◆ Exercise data ◆

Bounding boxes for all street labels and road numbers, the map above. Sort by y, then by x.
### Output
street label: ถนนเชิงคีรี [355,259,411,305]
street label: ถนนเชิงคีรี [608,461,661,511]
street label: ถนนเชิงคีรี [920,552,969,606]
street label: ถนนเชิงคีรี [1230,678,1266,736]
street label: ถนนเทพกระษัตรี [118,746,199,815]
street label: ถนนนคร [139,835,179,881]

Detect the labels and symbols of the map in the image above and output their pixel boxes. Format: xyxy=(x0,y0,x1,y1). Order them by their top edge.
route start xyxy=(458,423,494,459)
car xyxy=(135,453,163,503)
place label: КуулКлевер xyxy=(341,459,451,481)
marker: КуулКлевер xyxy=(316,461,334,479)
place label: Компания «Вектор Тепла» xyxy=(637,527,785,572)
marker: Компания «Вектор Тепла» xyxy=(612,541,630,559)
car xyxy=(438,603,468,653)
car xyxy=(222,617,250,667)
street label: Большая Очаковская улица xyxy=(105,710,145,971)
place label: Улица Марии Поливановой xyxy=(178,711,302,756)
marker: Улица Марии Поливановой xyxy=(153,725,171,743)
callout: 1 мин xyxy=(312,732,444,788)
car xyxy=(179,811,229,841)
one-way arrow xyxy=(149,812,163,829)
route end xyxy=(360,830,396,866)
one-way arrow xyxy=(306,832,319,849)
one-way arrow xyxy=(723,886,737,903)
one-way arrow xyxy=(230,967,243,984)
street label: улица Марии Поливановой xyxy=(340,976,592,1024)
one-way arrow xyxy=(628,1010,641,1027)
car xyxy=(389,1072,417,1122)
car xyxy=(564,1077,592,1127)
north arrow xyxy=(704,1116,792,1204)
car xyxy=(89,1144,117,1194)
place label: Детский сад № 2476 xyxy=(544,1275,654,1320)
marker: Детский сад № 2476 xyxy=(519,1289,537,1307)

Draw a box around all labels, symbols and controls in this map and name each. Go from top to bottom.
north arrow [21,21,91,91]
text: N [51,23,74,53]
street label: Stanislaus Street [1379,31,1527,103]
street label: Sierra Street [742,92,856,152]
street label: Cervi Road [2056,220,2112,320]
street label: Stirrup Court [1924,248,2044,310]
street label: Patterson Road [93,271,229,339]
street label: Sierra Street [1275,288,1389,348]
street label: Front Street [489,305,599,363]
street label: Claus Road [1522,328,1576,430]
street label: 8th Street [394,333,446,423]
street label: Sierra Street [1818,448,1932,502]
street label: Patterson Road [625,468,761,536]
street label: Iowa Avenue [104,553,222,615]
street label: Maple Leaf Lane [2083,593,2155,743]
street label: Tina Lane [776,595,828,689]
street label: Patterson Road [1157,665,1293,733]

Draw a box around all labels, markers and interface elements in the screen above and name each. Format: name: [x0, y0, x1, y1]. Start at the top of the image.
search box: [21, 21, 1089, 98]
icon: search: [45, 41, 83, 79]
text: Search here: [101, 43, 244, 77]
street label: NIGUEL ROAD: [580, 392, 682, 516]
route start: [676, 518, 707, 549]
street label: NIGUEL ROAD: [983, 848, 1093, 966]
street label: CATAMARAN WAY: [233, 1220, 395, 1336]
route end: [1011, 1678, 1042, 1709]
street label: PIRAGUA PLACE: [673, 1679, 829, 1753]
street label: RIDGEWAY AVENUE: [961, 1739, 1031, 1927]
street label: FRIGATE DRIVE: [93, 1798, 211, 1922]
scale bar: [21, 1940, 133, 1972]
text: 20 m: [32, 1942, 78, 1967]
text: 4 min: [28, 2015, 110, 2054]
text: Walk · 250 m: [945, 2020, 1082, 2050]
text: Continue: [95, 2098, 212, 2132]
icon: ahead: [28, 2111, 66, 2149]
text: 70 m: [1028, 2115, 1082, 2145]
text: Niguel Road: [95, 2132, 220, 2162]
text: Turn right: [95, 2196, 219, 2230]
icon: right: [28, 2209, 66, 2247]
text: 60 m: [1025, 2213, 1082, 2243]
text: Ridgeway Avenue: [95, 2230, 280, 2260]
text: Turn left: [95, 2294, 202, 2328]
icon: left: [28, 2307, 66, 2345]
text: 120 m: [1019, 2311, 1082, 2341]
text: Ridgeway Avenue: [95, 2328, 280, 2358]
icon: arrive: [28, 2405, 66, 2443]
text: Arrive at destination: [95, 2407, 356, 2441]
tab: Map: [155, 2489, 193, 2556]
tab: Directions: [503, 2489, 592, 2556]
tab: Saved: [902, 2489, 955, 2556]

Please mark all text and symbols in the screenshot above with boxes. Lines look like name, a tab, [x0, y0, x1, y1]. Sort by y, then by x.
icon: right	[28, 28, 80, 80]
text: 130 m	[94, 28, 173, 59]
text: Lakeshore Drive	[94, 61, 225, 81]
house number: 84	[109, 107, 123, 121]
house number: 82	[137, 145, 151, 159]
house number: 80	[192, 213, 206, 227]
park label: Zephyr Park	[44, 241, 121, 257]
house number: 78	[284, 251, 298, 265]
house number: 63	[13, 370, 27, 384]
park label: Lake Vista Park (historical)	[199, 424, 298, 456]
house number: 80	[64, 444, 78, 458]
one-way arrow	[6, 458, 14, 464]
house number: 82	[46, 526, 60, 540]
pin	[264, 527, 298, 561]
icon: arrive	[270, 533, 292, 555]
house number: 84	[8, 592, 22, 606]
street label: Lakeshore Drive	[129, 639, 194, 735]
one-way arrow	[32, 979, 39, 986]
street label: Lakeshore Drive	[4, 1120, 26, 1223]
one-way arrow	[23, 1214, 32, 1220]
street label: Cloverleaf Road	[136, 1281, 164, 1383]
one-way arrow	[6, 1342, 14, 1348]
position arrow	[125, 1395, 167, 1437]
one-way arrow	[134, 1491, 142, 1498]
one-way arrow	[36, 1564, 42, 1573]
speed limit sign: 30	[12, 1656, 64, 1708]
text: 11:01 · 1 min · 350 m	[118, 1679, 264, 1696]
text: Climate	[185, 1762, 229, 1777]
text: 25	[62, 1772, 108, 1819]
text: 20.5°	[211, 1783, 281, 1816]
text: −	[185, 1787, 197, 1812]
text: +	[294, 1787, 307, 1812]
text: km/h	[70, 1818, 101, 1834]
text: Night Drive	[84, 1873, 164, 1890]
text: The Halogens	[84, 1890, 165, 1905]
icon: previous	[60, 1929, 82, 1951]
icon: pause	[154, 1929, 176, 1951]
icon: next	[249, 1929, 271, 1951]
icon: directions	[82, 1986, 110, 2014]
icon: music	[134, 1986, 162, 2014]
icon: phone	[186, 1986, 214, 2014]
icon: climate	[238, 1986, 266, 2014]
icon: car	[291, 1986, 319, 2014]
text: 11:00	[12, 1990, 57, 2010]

◆ Exercise details ◆
Using the records above, please repeat the line with "Please mark all" and every line after it exactly, and give no other text.

◆ Response to this task ◆
Please mark all text and symbols in the screenshot above with boxes. Lines look like name, a tab, [x0, y0, x1, y1]. Sort by y, then by x.
icon: right	[28, 28, 80, 80]
text: 130 m	[94, 28, 173, 59]
text: Lakeshore Drive	[94, 61, 225, 81]
house number: 84	[109, 107, 123, 121]
house number: 82	[137, 145, 151, 159]
house number: 80	[192, 213, 206, 227]
park label: Zephyr Park	[44, 241, 121, 257]
house number: 78	[284, 251, 298, 265]
house number: 63	[13, 370, 27, 384]
park label: Lake Vista Park (historical)	[199, 424, 298, 456]
house number: 80	[64, 444, 78, 458]
one-way arrow	[6, 458, 14, 464]
house number: 82	[46, 526, 60, 540]
pin	[264, 527, 298, 561]
icon: arrive	[270, 533, 292, 555]
house number: 84	[8, 592, 22, 606]
street label: Lakeshore Drive	[129, 639, 194, 735]
one-way arrow	[32, 979, 39, 986]
street label: Lakeshore Drive	[4, 1120, 26, 1223]
one-way arrow	[23, 1214, 32, 1220]
street label: Cloverleaf Road	[136, 1281, 164, 1383]
one-way arrow	[6, 1342, 14, 1348]
position arrow	[125, 1395, 167, 1437]
one-way arrow	[134, 1491, 142, 1498]
one-way arrow	[36, 1564, 42, 1573]
speed limit sign: 30	[12, 1656, 64, 1708]
text: 11:01 · 1 min · 350 m	[118, 1679, 264, 1696]
text: Climate	[185, 1762, 229, 1777]
text: 25	[62, 1772, 108, 1819]
text: 20.5°	[211, 1783, 281, 1816]
text: −	[185, 1787, 197, 1812]
text: +	[294, 1787, 307, 1812]
text: km/h	[70, 1818, 101, 1834]
text: Night Drive	[84, 1873, 164, 1890]
text: The Halogens	[84, 1890, 165, 1905]
icon: previous	[60, 1929, 82, 1951]
icon: pause	[154, 1929, 176, 1951]
icon: next	[249, 1929, 271, 1951]
icon: directions	[82, 1986, 110, 2014]
icon: music	[134, 1986, 162, 2014]
icon: phone	[186, 1986, 214, 2014]
icon: climate	[238, 1986, 266, 2014]
icon: car	[291, 1986, 319, 2014]
text: 11:00	[12, 1990, 57, 2010]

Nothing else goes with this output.